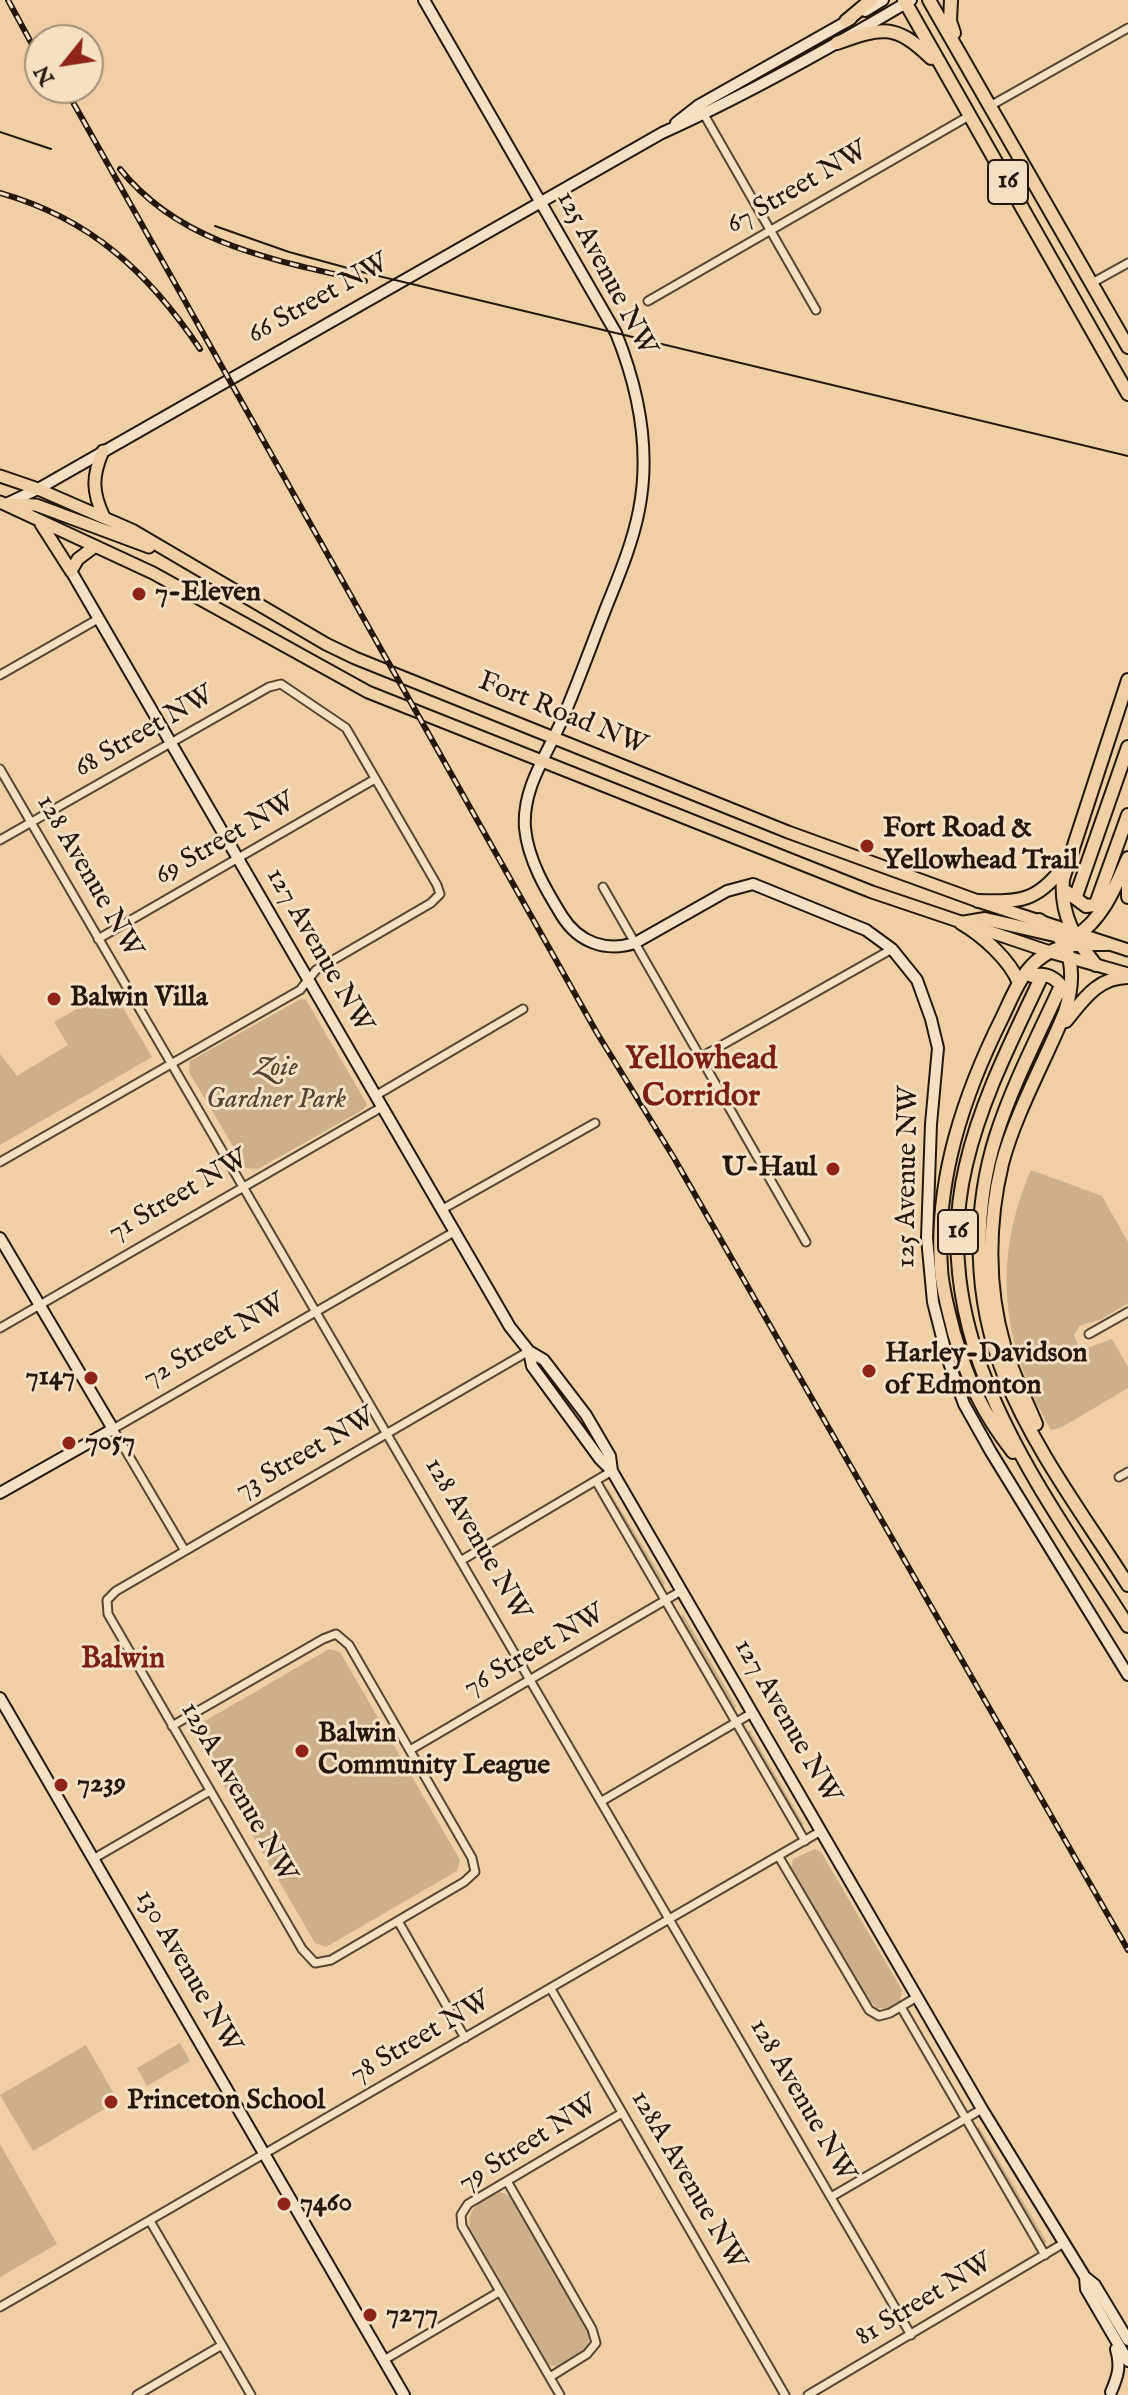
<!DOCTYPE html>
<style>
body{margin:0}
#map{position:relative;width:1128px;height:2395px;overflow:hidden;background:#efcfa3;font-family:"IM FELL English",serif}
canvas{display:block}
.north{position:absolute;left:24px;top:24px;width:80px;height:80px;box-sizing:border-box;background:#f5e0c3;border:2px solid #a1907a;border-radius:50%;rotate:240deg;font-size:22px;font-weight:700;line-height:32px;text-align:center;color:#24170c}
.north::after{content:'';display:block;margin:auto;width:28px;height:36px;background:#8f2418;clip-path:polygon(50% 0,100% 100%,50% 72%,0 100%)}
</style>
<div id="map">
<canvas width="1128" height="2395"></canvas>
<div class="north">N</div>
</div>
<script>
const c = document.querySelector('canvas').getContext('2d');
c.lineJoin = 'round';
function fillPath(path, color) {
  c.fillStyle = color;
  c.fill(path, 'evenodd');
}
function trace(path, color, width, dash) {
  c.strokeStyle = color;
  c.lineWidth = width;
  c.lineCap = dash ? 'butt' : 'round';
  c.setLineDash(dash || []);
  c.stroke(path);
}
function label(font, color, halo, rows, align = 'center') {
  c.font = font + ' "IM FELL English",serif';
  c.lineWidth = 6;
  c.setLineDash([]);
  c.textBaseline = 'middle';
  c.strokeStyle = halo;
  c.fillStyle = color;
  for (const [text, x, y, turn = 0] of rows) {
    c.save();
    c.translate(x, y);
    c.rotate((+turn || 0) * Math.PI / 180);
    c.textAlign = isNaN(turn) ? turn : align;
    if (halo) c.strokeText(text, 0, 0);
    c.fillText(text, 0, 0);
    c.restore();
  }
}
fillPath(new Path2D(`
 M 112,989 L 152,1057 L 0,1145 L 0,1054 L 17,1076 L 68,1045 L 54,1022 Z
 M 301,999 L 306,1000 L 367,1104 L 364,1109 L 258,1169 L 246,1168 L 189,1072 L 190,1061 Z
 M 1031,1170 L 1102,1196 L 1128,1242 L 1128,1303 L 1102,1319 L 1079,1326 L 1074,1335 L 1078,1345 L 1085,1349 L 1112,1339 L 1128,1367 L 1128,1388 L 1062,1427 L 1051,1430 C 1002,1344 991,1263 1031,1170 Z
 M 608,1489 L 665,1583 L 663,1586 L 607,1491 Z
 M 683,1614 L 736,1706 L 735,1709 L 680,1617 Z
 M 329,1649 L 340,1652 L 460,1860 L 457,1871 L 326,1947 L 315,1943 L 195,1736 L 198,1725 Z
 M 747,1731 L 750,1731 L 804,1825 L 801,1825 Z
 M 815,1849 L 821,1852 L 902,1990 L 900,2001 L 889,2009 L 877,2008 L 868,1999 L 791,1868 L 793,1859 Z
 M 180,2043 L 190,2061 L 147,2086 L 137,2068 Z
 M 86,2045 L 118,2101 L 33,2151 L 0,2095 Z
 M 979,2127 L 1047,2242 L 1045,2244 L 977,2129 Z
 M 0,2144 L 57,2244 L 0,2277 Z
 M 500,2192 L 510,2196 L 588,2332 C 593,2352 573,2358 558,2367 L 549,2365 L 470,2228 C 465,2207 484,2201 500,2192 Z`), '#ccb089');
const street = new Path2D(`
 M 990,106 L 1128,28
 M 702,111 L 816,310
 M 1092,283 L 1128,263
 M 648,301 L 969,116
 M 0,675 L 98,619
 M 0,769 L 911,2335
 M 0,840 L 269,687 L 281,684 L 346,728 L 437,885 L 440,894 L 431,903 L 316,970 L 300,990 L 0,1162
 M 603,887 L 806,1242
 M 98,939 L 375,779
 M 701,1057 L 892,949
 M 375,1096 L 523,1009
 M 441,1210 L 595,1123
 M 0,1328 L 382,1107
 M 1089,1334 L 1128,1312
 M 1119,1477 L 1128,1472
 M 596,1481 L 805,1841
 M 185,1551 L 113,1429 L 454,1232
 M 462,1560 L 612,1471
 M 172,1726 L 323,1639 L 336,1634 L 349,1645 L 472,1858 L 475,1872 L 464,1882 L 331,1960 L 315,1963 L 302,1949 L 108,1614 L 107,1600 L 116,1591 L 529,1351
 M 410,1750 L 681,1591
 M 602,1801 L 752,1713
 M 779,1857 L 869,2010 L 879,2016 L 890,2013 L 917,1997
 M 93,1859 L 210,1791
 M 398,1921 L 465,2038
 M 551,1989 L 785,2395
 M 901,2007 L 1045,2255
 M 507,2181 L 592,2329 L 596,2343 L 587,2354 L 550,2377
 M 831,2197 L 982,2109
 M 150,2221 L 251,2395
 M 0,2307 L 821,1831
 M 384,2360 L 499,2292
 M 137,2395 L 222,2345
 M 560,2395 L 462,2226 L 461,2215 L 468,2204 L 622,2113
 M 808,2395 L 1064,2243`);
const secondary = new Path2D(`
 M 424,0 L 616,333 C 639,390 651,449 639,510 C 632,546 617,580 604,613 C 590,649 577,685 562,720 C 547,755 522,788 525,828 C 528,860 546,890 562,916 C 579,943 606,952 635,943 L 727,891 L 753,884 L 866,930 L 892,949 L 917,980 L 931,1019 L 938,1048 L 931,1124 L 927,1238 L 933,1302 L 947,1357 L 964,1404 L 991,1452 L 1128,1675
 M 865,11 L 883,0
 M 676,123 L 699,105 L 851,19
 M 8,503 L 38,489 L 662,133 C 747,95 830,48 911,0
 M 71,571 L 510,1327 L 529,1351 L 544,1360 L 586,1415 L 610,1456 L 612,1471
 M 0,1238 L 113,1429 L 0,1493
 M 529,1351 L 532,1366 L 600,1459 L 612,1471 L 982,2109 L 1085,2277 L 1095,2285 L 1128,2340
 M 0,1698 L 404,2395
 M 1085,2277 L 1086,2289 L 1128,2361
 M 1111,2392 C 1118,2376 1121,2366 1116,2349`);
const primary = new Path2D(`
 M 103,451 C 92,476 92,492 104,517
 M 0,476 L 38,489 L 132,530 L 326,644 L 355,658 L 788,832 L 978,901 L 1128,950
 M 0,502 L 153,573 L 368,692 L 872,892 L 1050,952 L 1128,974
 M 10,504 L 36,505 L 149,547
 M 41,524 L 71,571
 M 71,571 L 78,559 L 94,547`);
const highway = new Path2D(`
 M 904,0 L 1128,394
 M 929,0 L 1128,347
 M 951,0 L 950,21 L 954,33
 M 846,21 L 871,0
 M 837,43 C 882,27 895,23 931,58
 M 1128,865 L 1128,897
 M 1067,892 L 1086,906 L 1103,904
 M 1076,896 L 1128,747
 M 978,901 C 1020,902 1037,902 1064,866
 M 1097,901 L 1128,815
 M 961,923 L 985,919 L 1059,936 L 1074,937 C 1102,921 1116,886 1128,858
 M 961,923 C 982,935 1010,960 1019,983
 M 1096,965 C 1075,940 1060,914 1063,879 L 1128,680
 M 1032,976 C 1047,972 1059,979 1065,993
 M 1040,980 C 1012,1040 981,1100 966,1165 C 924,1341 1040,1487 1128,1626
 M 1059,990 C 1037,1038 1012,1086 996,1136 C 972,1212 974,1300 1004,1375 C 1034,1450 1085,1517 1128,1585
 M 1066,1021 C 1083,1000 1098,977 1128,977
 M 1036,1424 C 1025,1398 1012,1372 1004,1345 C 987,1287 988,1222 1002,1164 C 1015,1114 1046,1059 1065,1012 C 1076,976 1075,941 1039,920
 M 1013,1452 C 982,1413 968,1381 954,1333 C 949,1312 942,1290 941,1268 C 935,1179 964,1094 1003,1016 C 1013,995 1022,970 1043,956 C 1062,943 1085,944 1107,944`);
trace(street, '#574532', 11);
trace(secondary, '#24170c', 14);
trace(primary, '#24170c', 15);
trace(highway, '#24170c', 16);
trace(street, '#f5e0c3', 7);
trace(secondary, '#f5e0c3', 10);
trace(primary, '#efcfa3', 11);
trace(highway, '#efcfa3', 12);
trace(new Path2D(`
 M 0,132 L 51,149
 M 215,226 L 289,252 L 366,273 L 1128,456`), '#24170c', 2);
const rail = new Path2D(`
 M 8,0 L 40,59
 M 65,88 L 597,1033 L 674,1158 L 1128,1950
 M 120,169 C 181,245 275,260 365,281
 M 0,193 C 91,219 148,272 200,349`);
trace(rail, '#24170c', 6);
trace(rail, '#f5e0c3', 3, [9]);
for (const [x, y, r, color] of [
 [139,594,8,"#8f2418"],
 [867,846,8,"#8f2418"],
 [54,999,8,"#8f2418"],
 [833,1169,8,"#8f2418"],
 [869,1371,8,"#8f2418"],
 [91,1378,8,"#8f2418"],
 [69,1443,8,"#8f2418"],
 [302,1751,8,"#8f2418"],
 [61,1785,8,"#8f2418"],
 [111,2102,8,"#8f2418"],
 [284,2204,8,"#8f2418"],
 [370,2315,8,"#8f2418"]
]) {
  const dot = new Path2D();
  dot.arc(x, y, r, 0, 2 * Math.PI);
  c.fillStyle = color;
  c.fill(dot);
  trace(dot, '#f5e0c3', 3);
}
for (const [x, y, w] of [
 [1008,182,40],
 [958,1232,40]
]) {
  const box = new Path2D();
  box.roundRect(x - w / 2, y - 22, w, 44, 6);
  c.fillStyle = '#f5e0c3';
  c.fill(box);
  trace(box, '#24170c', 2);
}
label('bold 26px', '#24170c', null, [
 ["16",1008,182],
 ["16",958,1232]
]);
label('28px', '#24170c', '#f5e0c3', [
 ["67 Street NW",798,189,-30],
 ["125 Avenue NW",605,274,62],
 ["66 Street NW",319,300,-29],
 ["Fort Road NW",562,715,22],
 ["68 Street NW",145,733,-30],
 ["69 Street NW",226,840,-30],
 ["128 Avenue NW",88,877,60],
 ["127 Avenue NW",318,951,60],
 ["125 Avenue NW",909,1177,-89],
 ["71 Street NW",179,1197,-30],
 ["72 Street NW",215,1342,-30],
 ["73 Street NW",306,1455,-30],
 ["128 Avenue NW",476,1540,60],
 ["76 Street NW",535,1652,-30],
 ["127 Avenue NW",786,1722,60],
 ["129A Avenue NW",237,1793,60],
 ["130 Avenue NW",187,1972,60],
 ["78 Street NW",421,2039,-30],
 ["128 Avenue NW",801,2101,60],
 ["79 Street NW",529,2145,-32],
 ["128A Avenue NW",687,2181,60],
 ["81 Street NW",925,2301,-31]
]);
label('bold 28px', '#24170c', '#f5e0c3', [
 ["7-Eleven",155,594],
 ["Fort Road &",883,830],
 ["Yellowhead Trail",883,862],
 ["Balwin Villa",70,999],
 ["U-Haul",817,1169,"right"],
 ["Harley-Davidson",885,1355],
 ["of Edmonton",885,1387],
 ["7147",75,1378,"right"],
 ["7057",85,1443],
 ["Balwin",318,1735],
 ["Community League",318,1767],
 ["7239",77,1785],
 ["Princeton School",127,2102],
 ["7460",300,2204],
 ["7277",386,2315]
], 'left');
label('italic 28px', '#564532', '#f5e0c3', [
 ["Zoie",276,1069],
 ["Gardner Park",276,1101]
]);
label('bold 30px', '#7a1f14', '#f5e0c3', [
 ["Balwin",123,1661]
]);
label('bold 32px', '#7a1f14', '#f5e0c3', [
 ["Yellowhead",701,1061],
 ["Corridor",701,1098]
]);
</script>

___

■ What to do ■
An exact, complete copy of the lines above from the one with "M 507,2181 L" through the one with "M 1040,980 C" is the whole answer.

■ Reply to the task ■
 M 507,2181 L 592,2329 L 596,2343 L 587,2354 L 550,2377
 M 831,2197 L 982,2109
 M 150,2221 L 251,2395
 M 0,2307 L 821,1831
 M 384,2360 L 499,2292
 M 137,2395 L 222,2345
 M 560,2395 L 462,2226 L 461,2215 L 468,2204 L 622,2113
 M 808,2395 L 1064,2243`);
const secondary = new Path2D(`
 M 424,0 L 616,333 C 639,390 651,449 639,510 C 632,546 617,580 604,613 C 590,649 577,685 562,720 C 547,755 522,788 525,828 C 528,860 546,890 562,916 C 579,943 606,952 635,943 L 727,891 L 753,884 L 866,930 L 892,949 L 917,980 L 931,1019 L 938,1048 L 931,1124 L 927,1238 L 933,1302 L 947,1357 L 964,1404 L 991,1452 L 1128,1675
 M 865,11 L 883,0
 M 676,123 L 699,105 L 851,19
 M 8,503 L 38,489 L 662,133 C 747,95 830,48 911,0
 M 71,571 L 510,1327 L 529,1351 L 544,1360 L 586,1415 L 610,1456 L 612,1471
 M 0,1238 L 113,1429 L 0,1493
 M 529,1351 L 532,1366 L 600,1459 L 612,1471 L 982,2109 L 1085,2277 L 1095,2285 L 1128,2340
 M 0,1698 L 404,2395
 M 1085,2277 L 1086,2289 L 1128,2361
 M 1111,2392 C 1118,2376 1121,2366 1116,2349`);
const primary = new Path2D(`
 M 103,451 C 92,476 92,492 104,517
 M 0,476 L 38,489 L 132,530 L 326,644 L 355,658 L 788,832 L 978,901 L 1128,950
 M 0,502 L 153,573 L 368,692 L 872,892 L 1050,952 L 1128,974
 M 10,504 L 36,505 L 149,547
 M 41,524 L 71,571
 M 71,571 L 78,559 L 94,547`);
const highway = new Path2D(`
 M 904,0 L 1128,394
 M 929,0 L 1128,347
 M 951,0 L 950,21 L 954,33
 M 846,21 L 871,0
 M 837,43 C 882,27 895,23 931,58
 M 1128,865 L 1128,897
 M 1067,892 L 1086,906 L 1103,904
 M 1076,896 L 1128,747
 M 978,901 C 1020,902 1037,902 1064,866
 M 1097,901 L 1128,815
 M 961,923 L 985,919 L 1059,936 L 1074,937 C 1102,921 1116,886 1128,858
 M 961,923 C 982,935 1010,960 1019,983
 M 1096,965 C 1075,940 1060,914 1063,879 L 1128,680
 M 1032,976 C 1047,972 1059,979 1065,993
 M 1040,980 C 1012,1040 981,1100 966,1165 C 924,1341 1040,1487 1128,1626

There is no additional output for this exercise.